Task data:
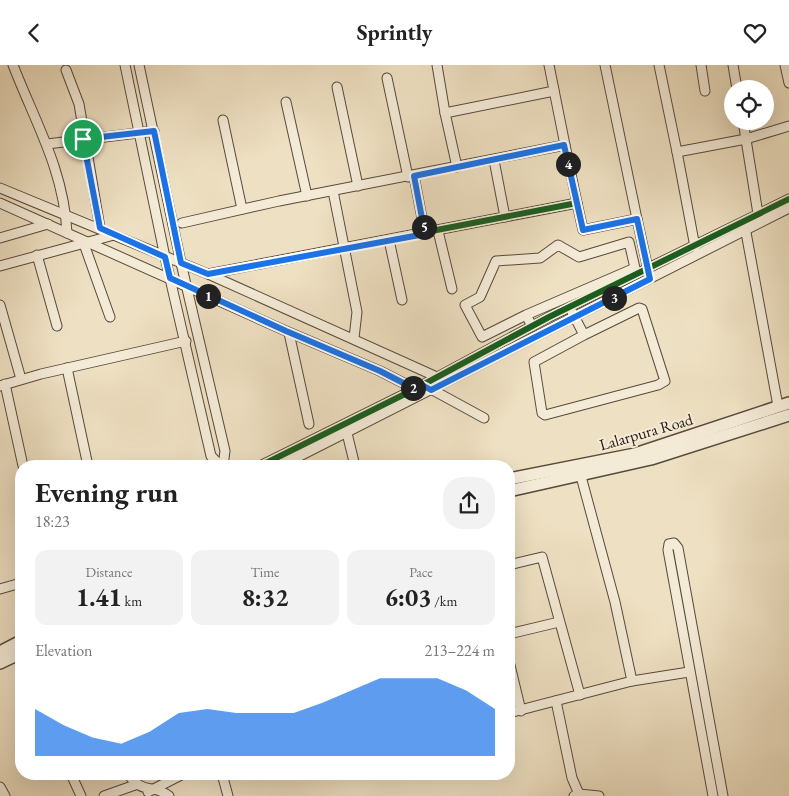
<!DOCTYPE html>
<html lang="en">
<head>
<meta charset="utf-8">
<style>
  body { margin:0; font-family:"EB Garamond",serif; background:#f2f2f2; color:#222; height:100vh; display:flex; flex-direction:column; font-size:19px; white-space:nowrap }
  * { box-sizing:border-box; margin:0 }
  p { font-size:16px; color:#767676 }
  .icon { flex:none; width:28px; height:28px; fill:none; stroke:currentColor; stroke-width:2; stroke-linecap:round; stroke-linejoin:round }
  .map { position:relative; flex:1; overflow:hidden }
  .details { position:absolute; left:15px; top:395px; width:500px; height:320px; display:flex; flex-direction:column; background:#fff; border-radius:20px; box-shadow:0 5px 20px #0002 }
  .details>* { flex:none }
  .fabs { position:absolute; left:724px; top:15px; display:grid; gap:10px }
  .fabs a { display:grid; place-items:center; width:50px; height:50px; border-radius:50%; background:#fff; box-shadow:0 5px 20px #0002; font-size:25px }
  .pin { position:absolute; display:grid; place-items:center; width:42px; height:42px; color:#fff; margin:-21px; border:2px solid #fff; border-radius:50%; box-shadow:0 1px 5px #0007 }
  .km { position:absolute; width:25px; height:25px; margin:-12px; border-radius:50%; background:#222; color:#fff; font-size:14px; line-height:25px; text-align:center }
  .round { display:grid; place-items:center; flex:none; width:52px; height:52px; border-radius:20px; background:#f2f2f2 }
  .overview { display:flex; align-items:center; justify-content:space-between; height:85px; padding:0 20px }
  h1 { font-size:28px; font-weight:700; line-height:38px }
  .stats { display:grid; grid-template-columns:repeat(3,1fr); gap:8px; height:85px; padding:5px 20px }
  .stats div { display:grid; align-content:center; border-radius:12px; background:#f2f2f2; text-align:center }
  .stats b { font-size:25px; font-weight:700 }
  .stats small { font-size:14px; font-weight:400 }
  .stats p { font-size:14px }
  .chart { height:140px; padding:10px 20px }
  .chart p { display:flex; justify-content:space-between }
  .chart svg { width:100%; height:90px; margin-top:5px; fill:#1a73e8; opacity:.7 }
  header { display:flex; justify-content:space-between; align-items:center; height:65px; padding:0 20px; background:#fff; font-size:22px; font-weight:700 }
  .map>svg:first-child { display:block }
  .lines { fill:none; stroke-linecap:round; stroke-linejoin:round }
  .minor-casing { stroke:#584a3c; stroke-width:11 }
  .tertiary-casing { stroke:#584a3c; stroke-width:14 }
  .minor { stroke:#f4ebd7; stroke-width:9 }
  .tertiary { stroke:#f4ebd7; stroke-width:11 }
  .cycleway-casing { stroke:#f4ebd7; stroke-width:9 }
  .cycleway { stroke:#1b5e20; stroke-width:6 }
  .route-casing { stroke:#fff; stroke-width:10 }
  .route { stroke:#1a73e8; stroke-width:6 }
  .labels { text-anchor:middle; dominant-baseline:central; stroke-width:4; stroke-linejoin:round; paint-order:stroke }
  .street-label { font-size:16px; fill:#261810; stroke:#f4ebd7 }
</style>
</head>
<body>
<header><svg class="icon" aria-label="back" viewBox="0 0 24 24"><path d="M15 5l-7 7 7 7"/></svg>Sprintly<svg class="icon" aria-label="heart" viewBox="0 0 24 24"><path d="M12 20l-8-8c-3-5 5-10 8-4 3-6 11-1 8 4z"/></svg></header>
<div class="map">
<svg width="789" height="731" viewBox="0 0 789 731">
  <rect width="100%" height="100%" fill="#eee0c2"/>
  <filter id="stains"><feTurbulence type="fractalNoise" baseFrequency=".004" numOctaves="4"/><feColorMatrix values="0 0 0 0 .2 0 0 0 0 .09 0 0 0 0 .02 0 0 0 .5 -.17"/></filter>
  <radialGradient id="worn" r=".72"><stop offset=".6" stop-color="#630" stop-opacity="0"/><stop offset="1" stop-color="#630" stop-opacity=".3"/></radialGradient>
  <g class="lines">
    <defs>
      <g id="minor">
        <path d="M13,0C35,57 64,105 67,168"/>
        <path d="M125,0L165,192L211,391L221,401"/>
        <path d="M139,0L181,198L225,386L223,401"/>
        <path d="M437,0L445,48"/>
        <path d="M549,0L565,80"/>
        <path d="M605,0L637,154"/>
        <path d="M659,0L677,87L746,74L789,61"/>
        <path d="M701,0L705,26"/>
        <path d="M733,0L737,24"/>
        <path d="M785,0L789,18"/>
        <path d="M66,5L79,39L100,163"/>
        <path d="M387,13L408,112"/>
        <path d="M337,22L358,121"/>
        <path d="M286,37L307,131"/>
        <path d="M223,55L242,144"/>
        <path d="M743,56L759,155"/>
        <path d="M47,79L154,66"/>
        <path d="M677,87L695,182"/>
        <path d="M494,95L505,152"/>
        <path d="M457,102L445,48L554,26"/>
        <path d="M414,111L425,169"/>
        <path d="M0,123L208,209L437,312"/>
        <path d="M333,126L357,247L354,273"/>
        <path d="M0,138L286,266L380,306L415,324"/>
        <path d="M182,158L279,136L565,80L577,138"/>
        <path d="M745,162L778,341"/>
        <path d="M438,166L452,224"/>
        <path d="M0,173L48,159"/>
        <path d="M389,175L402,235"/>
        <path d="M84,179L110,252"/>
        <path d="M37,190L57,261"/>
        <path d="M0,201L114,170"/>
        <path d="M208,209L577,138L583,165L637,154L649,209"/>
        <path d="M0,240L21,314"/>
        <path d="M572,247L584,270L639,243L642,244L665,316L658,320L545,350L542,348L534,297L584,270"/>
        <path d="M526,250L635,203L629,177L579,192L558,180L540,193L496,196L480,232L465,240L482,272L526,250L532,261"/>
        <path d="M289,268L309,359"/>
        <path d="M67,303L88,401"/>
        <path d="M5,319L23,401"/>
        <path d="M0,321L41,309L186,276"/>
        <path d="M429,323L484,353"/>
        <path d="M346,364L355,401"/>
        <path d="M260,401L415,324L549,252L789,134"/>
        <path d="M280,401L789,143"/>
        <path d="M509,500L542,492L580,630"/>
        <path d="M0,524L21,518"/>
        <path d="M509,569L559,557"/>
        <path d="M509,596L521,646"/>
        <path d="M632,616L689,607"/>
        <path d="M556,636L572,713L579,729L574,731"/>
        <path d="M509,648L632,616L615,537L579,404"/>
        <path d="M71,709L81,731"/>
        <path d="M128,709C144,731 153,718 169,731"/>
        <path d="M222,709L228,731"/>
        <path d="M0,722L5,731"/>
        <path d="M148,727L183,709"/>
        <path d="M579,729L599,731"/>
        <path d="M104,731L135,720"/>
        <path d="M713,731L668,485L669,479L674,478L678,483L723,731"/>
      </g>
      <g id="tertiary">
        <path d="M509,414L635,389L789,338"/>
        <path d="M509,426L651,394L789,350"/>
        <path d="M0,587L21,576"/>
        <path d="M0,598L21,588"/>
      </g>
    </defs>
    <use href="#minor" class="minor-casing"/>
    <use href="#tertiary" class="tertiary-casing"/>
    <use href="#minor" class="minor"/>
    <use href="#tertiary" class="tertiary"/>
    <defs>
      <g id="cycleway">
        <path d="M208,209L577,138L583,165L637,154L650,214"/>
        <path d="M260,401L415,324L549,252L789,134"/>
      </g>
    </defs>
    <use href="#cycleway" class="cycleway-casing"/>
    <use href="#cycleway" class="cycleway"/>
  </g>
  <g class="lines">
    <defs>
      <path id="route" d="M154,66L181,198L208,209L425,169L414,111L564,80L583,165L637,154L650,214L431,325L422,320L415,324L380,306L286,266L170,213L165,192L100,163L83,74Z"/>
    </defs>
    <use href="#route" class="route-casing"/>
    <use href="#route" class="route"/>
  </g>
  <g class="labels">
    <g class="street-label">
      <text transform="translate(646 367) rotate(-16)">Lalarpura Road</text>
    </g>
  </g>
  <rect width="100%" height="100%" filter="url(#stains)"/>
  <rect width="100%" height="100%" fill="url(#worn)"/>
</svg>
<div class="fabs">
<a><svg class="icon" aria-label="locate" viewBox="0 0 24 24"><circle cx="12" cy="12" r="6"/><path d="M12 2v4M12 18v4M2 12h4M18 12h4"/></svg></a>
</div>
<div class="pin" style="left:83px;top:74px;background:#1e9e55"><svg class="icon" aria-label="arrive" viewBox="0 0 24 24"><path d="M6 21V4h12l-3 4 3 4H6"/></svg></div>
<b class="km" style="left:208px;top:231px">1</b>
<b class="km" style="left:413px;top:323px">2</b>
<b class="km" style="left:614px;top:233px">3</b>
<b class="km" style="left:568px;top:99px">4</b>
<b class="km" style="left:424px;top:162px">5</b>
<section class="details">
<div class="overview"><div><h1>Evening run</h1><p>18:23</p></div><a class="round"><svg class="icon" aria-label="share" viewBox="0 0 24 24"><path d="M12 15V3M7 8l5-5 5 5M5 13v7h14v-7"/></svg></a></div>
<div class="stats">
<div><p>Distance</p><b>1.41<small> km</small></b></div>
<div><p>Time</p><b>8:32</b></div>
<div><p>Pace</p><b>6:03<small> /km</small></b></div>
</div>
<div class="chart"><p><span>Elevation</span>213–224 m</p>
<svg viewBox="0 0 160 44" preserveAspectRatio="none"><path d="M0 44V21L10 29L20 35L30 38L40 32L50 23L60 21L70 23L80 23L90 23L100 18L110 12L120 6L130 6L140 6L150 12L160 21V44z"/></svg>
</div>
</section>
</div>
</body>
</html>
---
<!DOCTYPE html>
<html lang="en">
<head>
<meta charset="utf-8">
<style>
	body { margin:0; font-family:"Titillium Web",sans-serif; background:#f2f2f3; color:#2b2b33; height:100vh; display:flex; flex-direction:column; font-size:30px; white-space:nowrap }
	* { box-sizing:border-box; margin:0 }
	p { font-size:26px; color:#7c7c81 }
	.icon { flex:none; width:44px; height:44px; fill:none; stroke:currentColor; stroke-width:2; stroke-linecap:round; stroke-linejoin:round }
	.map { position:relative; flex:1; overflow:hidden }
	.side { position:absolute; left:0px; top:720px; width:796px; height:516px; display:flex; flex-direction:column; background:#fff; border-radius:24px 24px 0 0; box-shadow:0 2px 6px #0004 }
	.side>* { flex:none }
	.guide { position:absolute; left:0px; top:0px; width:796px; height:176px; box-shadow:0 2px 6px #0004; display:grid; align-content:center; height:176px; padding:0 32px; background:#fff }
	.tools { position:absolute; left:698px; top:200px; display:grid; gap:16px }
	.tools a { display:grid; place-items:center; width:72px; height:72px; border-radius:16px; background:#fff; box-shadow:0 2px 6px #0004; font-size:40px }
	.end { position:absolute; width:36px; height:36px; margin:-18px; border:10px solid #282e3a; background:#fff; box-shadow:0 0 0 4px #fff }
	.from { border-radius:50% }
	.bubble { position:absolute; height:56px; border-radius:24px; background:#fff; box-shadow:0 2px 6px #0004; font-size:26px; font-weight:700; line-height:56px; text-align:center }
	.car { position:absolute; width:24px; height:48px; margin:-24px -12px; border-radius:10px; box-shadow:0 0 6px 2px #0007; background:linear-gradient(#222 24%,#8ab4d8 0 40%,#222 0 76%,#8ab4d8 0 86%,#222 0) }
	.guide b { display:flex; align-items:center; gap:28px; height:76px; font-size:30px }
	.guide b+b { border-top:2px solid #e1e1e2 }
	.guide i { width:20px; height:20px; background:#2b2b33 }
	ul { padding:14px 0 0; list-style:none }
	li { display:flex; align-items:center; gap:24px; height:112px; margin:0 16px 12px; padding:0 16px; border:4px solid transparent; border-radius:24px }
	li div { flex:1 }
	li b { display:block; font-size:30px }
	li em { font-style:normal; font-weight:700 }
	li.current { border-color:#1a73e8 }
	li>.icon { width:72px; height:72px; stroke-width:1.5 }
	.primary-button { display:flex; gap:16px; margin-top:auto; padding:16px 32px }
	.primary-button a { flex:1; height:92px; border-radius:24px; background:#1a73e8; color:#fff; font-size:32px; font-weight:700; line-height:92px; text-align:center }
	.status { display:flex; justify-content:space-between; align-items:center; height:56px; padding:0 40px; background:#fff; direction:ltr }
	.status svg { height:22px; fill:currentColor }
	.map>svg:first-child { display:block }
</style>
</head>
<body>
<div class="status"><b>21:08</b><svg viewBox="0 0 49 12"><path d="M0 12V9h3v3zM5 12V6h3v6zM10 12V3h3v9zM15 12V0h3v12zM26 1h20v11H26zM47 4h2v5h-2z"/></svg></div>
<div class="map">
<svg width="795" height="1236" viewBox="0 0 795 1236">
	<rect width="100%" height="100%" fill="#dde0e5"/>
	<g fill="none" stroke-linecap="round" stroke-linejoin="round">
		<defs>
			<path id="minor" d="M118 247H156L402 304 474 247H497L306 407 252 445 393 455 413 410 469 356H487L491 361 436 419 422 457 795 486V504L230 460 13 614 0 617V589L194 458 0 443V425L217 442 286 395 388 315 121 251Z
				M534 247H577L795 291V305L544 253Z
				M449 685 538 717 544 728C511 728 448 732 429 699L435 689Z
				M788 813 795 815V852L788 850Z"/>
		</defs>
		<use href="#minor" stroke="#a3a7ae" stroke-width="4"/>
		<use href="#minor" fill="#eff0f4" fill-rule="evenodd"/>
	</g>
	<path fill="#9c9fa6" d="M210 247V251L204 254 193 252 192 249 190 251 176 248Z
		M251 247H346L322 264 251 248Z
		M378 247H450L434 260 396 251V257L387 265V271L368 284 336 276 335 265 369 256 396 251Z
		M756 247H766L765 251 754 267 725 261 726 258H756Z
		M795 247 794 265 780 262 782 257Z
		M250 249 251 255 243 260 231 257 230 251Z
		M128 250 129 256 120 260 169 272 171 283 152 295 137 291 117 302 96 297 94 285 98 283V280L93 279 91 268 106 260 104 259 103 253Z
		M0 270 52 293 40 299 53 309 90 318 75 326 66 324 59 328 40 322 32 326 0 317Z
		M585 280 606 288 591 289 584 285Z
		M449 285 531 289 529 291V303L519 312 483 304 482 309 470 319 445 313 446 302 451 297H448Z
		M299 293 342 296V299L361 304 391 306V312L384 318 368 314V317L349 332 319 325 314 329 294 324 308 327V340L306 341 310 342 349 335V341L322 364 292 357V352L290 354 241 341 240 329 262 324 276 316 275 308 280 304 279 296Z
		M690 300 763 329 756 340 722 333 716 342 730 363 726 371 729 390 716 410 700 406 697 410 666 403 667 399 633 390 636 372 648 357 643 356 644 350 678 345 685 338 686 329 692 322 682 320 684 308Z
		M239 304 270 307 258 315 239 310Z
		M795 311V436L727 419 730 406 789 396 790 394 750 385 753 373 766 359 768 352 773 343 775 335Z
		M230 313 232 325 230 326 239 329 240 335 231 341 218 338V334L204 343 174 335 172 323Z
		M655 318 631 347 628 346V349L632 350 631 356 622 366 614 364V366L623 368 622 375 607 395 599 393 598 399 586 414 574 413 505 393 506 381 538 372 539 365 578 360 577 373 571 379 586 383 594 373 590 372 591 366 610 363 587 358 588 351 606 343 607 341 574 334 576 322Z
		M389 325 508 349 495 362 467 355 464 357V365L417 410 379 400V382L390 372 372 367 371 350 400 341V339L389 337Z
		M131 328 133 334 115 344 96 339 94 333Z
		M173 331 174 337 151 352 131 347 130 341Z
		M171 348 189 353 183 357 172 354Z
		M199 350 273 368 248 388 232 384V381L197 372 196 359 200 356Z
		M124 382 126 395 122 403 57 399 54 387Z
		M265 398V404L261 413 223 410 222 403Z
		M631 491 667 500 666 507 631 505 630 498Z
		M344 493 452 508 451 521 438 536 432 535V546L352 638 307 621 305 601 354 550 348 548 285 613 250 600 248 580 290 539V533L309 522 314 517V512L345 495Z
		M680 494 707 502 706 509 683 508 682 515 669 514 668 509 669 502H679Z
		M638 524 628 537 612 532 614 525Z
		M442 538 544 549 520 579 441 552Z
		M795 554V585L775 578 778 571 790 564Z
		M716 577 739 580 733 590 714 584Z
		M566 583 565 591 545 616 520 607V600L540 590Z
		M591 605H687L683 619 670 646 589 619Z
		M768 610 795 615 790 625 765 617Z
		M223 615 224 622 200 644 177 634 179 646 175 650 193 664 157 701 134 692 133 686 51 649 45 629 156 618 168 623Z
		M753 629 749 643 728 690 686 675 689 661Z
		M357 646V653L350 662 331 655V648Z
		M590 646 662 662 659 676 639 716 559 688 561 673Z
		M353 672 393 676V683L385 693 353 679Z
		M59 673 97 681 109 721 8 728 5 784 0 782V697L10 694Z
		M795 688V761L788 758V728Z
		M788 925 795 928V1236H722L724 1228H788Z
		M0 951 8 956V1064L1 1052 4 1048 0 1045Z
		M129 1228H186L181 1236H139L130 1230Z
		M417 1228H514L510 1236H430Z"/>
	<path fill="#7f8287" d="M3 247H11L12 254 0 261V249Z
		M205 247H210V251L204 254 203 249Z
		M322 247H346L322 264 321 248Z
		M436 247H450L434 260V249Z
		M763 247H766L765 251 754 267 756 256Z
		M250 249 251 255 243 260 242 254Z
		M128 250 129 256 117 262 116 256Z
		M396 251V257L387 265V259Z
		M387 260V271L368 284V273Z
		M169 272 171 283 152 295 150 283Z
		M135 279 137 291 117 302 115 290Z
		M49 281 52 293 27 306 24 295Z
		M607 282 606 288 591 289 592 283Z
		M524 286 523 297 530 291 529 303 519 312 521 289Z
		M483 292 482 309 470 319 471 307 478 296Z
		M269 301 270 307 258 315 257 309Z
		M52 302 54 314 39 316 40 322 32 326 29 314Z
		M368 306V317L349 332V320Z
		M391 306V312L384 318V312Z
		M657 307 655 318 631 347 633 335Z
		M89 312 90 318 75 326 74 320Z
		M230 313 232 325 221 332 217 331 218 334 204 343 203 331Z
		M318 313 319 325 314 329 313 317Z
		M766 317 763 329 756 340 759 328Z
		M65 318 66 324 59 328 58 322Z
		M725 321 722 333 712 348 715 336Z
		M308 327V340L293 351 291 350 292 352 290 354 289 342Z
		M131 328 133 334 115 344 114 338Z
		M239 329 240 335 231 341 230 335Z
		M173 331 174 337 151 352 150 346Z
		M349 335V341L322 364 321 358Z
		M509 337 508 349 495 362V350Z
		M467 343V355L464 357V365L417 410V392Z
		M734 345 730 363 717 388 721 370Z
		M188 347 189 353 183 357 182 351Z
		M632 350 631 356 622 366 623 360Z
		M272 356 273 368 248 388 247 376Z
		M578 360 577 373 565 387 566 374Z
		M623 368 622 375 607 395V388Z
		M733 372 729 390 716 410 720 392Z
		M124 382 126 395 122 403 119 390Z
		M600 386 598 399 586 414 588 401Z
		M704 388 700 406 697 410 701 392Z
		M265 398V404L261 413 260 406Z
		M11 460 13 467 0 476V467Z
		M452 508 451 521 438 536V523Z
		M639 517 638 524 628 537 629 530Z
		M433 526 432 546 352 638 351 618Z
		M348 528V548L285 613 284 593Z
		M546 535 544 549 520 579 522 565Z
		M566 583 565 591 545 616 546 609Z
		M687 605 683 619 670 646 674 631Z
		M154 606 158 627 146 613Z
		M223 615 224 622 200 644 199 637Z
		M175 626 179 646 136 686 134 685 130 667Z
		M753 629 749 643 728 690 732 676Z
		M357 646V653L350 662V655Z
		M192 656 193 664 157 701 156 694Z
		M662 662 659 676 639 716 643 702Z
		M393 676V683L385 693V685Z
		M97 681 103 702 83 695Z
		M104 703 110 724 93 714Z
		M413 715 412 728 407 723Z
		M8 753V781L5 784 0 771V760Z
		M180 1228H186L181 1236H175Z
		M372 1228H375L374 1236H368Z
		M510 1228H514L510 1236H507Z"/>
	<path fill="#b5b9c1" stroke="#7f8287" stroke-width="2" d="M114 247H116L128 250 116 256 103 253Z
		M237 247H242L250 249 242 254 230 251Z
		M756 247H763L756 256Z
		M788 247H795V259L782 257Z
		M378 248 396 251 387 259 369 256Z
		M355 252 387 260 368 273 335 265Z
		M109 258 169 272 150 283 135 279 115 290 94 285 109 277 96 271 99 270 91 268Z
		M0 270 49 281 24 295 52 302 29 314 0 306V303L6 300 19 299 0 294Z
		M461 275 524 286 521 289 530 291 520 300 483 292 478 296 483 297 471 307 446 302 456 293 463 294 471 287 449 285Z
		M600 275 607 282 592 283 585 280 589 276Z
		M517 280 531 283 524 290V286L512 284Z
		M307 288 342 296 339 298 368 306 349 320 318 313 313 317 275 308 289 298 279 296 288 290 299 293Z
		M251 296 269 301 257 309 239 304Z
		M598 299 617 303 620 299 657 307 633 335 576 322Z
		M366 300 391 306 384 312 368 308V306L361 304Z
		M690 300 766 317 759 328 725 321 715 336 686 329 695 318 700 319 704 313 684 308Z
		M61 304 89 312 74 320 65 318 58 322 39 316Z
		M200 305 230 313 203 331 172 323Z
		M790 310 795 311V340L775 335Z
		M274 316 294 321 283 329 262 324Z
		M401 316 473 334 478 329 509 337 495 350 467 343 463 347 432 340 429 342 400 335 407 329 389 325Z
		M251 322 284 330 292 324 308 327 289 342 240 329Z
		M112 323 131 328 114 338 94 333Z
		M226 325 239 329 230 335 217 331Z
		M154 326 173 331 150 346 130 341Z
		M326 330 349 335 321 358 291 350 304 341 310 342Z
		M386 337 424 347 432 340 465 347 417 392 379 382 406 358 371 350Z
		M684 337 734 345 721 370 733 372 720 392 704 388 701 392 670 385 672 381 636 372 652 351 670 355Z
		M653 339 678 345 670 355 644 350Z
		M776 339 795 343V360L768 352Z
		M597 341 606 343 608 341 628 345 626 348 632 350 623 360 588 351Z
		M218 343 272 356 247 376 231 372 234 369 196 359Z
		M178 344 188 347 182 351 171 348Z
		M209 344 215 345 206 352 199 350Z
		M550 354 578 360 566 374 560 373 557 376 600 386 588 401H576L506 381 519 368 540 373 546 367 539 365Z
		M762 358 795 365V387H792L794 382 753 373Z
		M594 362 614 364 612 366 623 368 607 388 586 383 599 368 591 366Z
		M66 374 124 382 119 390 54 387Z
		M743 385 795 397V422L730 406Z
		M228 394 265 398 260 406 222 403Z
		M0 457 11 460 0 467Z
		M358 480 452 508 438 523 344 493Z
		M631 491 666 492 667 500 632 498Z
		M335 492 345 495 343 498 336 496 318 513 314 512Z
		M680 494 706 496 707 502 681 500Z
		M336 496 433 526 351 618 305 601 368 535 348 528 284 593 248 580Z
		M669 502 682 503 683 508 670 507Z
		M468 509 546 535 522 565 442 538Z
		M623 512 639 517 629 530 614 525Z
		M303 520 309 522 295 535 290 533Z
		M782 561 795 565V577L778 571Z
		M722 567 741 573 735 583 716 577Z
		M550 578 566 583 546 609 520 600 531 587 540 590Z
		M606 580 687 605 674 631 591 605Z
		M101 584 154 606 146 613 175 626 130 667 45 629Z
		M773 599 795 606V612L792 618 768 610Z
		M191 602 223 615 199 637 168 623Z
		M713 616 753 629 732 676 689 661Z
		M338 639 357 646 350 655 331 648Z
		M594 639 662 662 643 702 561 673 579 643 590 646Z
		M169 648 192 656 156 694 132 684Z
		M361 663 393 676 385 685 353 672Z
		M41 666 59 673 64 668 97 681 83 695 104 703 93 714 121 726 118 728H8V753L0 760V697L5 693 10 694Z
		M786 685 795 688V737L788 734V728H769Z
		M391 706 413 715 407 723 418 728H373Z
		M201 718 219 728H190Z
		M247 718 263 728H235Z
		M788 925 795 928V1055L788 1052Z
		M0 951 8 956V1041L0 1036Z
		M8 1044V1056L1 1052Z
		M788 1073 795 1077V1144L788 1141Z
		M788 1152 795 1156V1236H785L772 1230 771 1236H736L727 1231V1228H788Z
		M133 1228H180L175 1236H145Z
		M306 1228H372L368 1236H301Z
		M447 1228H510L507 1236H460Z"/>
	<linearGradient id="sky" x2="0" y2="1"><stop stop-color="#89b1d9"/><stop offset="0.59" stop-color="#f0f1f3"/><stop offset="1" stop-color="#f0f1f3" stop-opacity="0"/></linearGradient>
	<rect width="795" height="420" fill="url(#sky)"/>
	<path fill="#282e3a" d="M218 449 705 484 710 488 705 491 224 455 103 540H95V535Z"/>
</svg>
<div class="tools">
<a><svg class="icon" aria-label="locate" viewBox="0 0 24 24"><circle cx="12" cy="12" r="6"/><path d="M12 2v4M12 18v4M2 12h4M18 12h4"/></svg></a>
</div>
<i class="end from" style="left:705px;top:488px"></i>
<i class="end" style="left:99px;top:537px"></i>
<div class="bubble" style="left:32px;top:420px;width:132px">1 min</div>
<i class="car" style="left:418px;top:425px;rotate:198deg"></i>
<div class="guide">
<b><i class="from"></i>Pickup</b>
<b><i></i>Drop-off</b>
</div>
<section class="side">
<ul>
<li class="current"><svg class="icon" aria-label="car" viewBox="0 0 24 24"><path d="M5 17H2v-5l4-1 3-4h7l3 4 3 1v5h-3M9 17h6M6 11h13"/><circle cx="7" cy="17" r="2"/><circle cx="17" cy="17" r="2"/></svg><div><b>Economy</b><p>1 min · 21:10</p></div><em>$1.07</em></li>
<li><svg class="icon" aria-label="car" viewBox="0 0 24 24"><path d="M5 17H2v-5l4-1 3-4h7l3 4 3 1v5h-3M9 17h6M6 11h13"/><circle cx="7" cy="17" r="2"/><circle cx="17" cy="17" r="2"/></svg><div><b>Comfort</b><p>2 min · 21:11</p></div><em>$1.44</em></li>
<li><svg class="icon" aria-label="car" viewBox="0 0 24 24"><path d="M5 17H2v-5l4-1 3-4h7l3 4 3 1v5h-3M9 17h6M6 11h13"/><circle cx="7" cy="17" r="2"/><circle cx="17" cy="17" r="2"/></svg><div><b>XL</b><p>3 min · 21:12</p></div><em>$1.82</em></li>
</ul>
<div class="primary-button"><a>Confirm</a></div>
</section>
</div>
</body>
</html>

What to produce: What is needed is a verbatim copy of every line in the records above from the one containing "M154 606 158 627 146 613Z" down to the one containing "M386 337 424", both included, and nothing more.

Result:
		M154 606 158 627 146 613Z
		M223 615 224 622 200 644 199 637Z
		M175 626 179 646 136 686 134 685 130 667Z
		M753 629 749 643 728 690 732 676Z
		M357 646V653L350 662V655Z
		M192 656 193 664 157 701 156 694Z
		M662 662 659 676 639 716 643 702Z
		M393 676V683L385 693V685Z
		M97 681 103 702 83 695Z
		M104 703 110 724 93 714Z
		M413 715 412 728 407 723Z
		M8 753V781L5 784 0 771V760Z
		M180 1228H186L181 1236H175Z
		M372 1228H375L374 1236H368Z
		M510 1228H514L510 1236H507Z"/>
	<path fill="#b5b9c1" stroke="#7f8287" stroke-width="2" d="M114 247H116L128 250 116 256 103 253Z
		M237 247H242L250 249 242 254 230 251Z
		M756 247H763L756 256Z
		M788 247H795V259L782 257Z
		M378 248 396 251 387 259 369 256Z
		M355 252 387 260 368 273 335 265Z
		M109 258 169 272 150 283 135 279 115 290 94 285 109 277 96 271 99 270 91 268Z
		M0 270 49 281 24 295 52 302 29 314 0 306V303L6 300 19 299 0 294Z
		M461 275 524 286 521 289 530 291 520 300 483 292 478 296 483 297 471 307 446 302 456 293 463 294 471 287 449 285Z
		M600 275 607 282 592 283 585 280 589 276Z
		M517 280 531 283 524 290V286L512 284Z
		M307 288 342 296 339 298 368 306 349 320 318 313 313 317 275 308 289 298 279 296 288 290 299 293Z
		M251 296 269 301 257 309 239 304Z
		M598 299 617 303 620 299 657 307 633 335 576 322Z
		M366 300 391 306 384 312 368 308V306L361 304Z
		M690 300 766 317 759 328 725 321 715 336 686 329 695 318 700 319 704 313 684 308Z
		M61 304 89 312 74 320 65 318 58 322 39 316Z
		M200 305 230 313 203 331 172 323Z
		M790 310 795 311V340L775 335Z
		M274 316 294 321 283 329 262 324Z
		M401 316 473 334 478 329 509 337 495 350 467 343 463 347 432 340 429 342 400 335 407 329 389 325Z
		M251 322 284 330 292 324 308 327 289 342 240 329Z
		M112 323 131 328 114 338 94 333Z
		M226 325 239 329 230 335 217 331Z
		M154 326 173 331 150 346 130 341Z
		M326 330 349 335 321 358 291 350 304 341 310 342Z
		M386 337 424 347 432 340 465 347 417 392 379 382 406 358 371 350Z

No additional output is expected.